SOURCE DATA =
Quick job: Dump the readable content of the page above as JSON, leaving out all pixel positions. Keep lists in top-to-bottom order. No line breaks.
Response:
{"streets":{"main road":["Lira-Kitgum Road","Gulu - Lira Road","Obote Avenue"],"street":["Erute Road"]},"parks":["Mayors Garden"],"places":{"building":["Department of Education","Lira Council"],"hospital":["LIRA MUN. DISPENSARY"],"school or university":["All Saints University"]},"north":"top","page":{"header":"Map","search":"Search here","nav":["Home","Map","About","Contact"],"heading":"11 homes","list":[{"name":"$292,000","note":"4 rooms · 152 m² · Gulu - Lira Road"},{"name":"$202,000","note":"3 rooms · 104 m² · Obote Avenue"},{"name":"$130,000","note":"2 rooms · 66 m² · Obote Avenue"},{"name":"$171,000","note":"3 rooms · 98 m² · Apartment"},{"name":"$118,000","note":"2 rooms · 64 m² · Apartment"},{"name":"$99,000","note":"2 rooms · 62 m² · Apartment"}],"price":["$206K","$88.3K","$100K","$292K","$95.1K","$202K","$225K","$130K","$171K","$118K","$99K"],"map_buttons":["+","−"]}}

==

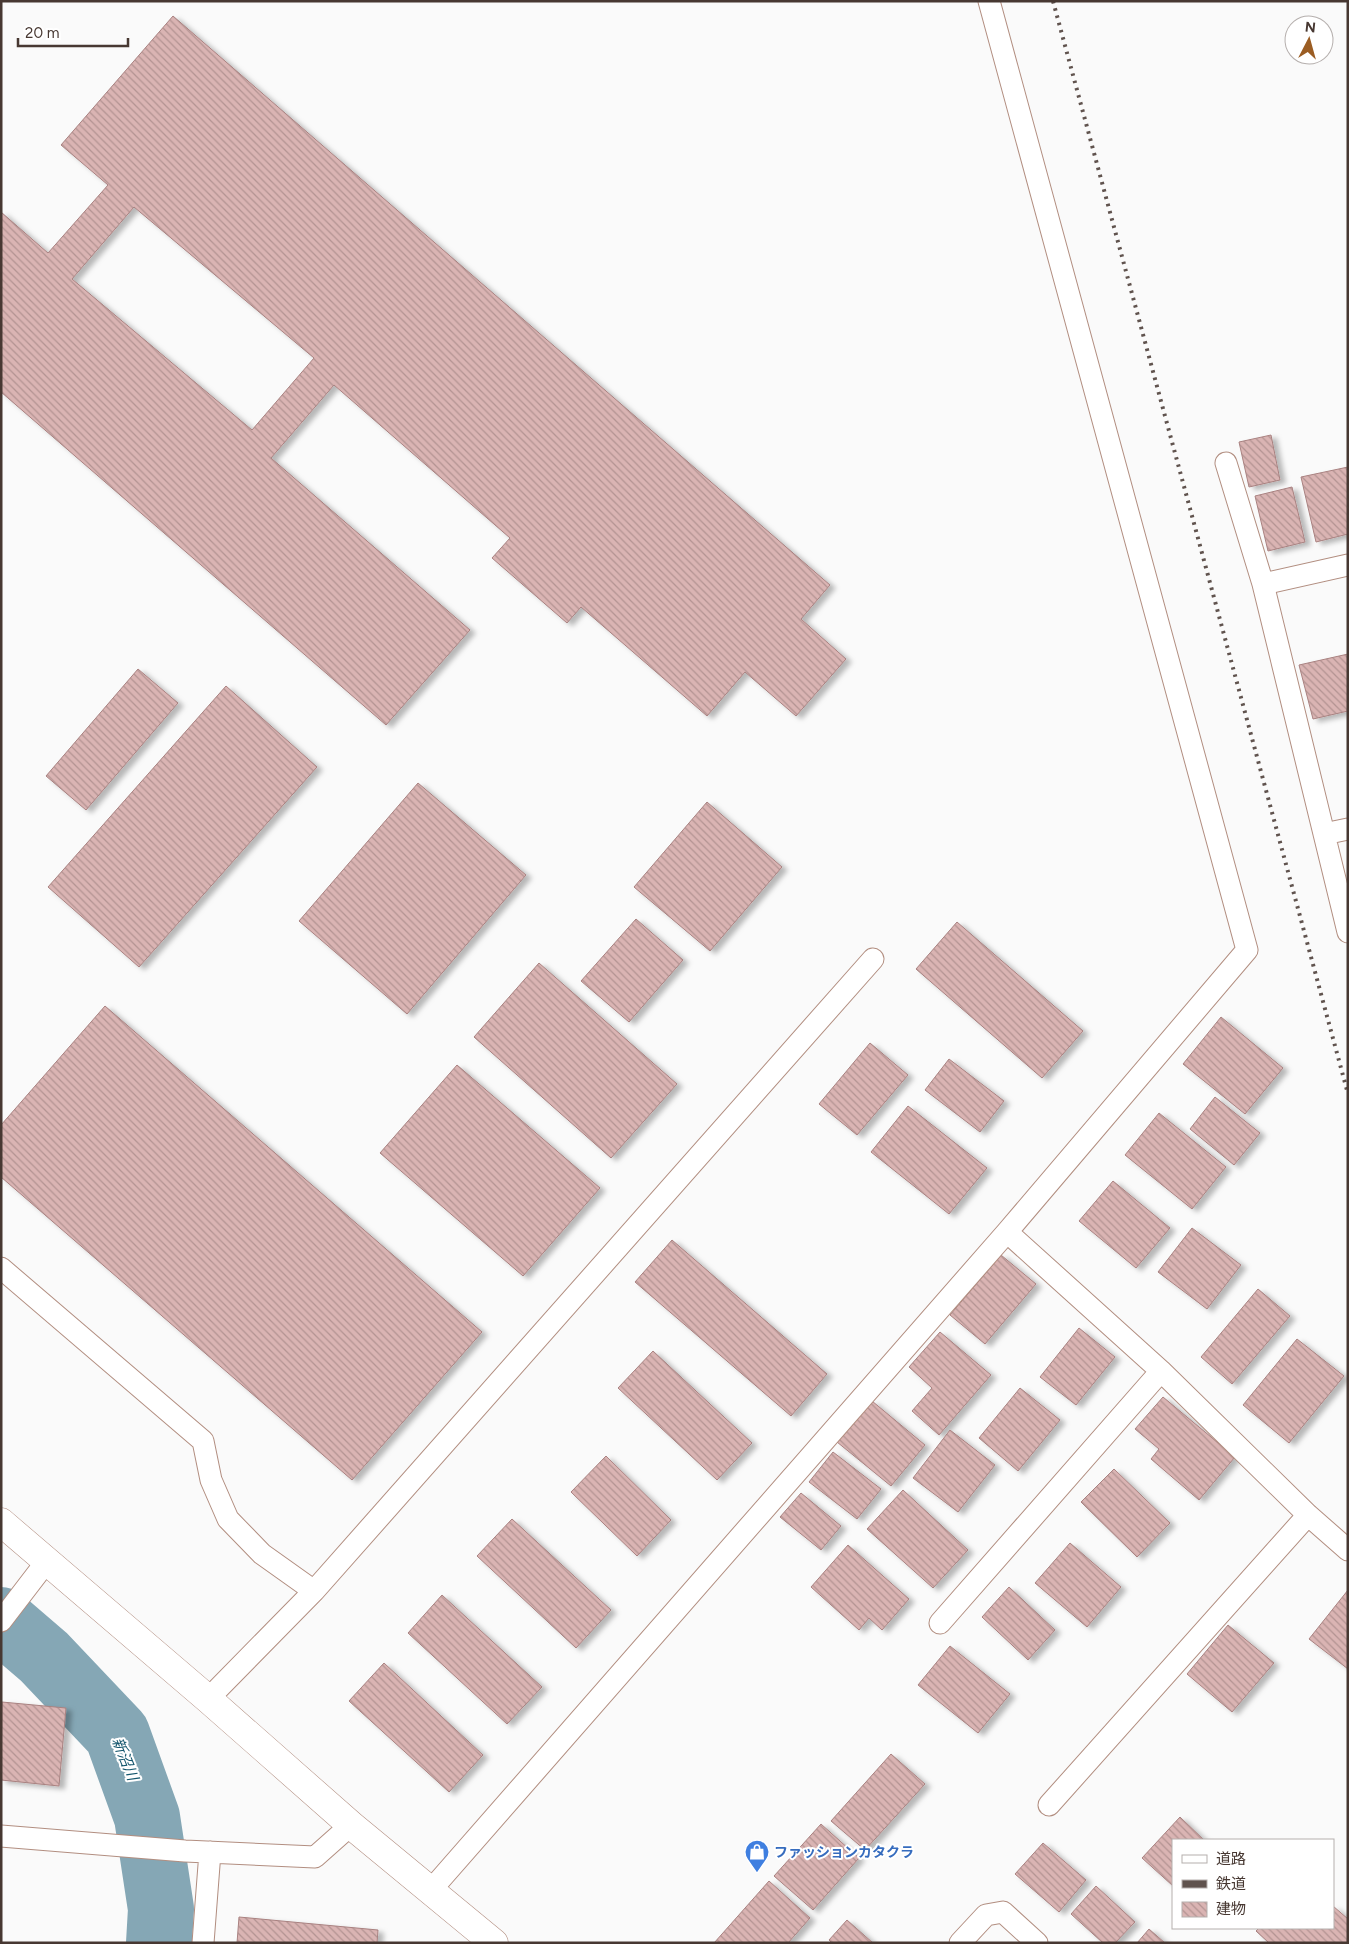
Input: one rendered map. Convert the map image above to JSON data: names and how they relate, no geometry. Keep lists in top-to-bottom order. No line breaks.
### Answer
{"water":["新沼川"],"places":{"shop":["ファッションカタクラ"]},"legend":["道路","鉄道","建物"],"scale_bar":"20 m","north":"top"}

THE PROBLEM =
List each line in the listing that contains the string "above".

TASK RESPONSE =
Quick job: Dump the readable content of the page above as JSON, leaving out all pixel positions. Keep lists in top-to-bottom order. No line breaks.
Input: one rendered map. Convert the map image above to JSON data: names and how they relate, no geometry. Keep lists in top-to-bottom order. No line breaks.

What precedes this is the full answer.